One might say that the practice of law is more akin to weather forecasting than to engineering. As Oliver Wendell Holmes Jr. famously said, "The prophecies of what the courts will do in fact, and nothing more pretentious, are what I mean by the law." [0] The basis for prediction is, in essence, looking to the outcomes of past power struggles between people who wanted what they wanted and sought to enlist others — courts, legislators, executives, the populace — in their cause.

Equally famously, Holmes said: "The life of the law has not been logic; it has been experience. The felt necessities of the time, the prevalent moral and political theories, intuitions of public policy, avowed or unconscious, and even the prejudices which judges share with their fellow-men, have had a good deal more to do than syllogism in determining the rules by which men should be governed. The law embodies the story of a nation's development through many centuries, and it cannot be dealt with as if it contained only the axioms and corollaries of a book of mathematics." [1]

[0] O.W. Holmes, Jr., The Path of the Law, 10 Harvard Law Review 457 (1897), https://www.constitution.org/lrev/owh/path_law.htm

[1] O.W. Holmes, Jr., The Common Law, https://www.gutenberg.org/ebooks/2449

vonmoltke · 7 years ago
> In first reading legal opinions when I started law school, I was handicapped by subconsciously imagining law to be a knowable engineering discipline, with accepted rules that could be learned and predictably applied.

That seems to be the fatal weakness of every legal discussion on HN: too many people here think this way.

geofft · 7 years ago
It seems like it's more like the part of software engineering that's "Figure out how to get a pull request accepted" or "Run git log and determine why this change was made" or "Present your work convincingly at a conference" than the part of software engineering that's "Fix warnings and pass tests." You're still working with systems, in a broad sense: you're working with systems of people with fairly discoverable incentives and desires. But they're very different from systems that run on your computer.
qrbLPHiKpiux · 7 years ago
> This means that Ameri- can legal opinions today are littered with weird French terms. Ex- amples include plaintiff, defendant, tort, contract, crime, judge, attorney, counsel, court, verdict, party, appeal, evidence, and jury.

I had no idea!

WrtCdEvrydy · 7 years ago
To be honest, I didn't know any of those were french words.
mlevental · 7 years ago
Can anyone suggest a book a lay person can read to be better educated about how to understand/engage with rigorous law? like save for reading a civ pro, con law, and torts book i don't know what i should do.
cormacrelf · 7 years ago
You could try reading a torts book. Since nobody but lawyers ever wants to do what you describe, the only books that get written are for law students and professionals. Learning it halfway isn't actually very useful. No-one wants to hear outsider perspectives on cases, they are pretty much never good, so nobody wants to create a hive of lay-yers ready to go spreading their terrible takes by giving them a book of handy hints. Case in point: most HN legal discussions. Call me elitist but truly we are blessed that more people don't try their hand.

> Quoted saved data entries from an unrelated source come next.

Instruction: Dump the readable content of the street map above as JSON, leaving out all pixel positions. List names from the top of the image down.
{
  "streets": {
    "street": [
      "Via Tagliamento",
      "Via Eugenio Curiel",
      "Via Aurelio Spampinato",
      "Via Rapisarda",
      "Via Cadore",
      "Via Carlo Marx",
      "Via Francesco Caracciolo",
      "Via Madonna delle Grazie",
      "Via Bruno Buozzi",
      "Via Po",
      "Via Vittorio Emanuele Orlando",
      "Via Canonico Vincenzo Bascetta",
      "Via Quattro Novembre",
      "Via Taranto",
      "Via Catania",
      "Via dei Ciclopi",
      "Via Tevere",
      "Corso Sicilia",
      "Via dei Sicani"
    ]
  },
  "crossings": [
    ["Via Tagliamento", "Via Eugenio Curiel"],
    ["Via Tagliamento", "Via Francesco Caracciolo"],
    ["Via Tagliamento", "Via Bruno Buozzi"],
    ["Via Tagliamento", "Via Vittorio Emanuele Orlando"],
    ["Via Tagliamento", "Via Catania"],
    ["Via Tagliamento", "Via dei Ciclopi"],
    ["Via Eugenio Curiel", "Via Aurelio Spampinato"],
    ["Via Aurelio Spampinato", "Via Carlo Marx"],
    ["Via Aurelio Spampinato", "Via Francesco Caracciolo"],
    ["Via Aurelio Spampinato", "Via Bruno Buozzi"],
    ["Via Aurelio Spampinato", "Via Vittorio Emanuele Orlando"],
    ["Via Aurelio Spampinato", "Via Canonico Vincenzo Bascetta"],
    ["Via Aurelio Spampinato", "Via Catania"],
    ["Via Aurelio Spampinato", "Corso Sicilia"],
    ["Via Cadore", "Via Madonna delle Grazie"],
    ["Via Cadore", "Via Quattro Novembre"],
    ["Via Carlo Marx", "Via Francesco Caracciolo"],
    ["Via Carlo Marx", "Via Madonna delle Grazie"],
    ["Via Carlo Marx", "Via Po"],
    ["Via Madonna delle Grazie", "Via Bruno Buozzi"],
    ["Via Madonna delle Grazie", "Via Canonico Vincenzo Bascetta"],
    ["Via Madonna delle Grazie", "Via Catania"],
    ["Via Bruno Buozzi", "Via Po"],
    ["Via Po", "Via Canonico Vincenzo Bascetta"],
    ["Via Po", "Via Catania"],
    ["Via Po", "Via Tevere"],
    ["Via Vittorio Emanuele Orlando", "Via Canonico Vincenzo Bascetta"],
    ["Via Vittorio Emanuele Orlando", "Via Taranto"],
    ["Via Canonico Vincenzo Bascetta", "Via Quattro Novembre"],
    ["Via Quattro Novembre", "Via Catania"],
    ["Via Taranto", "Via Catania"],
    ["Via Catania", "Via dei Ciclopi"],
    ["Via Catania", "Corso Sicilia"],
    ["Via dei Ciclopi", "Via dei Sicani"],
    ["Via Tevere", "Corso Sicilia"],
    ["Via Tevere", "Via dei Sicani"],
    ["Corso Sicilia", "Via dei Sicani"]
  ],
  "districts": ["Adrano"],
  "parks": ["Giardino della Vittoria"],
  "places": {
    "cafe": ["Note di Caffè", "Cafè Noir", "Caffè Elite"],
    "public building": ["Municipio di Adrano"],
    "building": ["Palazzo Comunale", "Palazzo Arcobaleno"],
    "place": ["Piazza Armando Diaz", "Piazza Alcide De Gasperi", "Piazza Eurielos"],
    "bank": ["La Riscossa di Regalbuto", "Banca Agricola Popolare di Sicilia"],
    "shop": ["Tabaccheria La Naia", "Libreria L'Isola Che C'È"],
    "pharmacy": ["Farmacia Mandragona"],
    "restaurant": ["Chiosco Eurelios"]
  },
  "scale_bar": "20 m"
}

A big problem is that your natural tendency to gloss over details has to be beaten out of you, mercilessly, before anyone will trust you to make an argumentative summary. You won't make much progress with the attitude that you can just learn general principles and be slightly better at reading; you have to get comfortable diving right down to details and coming up for air later.

Torts books are good because they start with the creation of torts and build, they don't have to assume too much knowledge. And the judges are often unbound by technicalities for the same reason. Hence 1L students can read them. You'll get a great impression of what it means for judges to create law. Downside: there are no new important torts cases popping up that you'd want to read.

mlevental · 7 years ago
my goal is simply to be better able to navigate the legal system, rather than to pontificate.

>You won't make much progress with the attitude that you can just learn general principles and be slightly better at reading; you have to get comfortable diving right down to details and coming up for air later.

it's a little presumptuous of you to imagine that 1 i intend to be so cavalier 2 that i don't already know how to be detail oriented. fwiw i took the lsat and scored 97% - while not exactly translatable to writing a summary brief i think i'm quite capable of diving into the details (if we're to believe lsac).

>Torts books are good because they start with the creation of torts and build, they don't have to assume too much knowledge.

suggestion for a good one? should i also get the e&e?

walterbell · 7 years ago
> Downside: there are no new important torts cases popping up that you'd want to read.

Why is that? e.g. how long ago were the important torts cases, did the law or environment change?

anongraddebt · 7 years ago
How rigorous? Helpful suggestions are determined by the level/depth you want to go or by what you'd like to accomplish.
mlevental · 7 years ago
at the level of this linked article.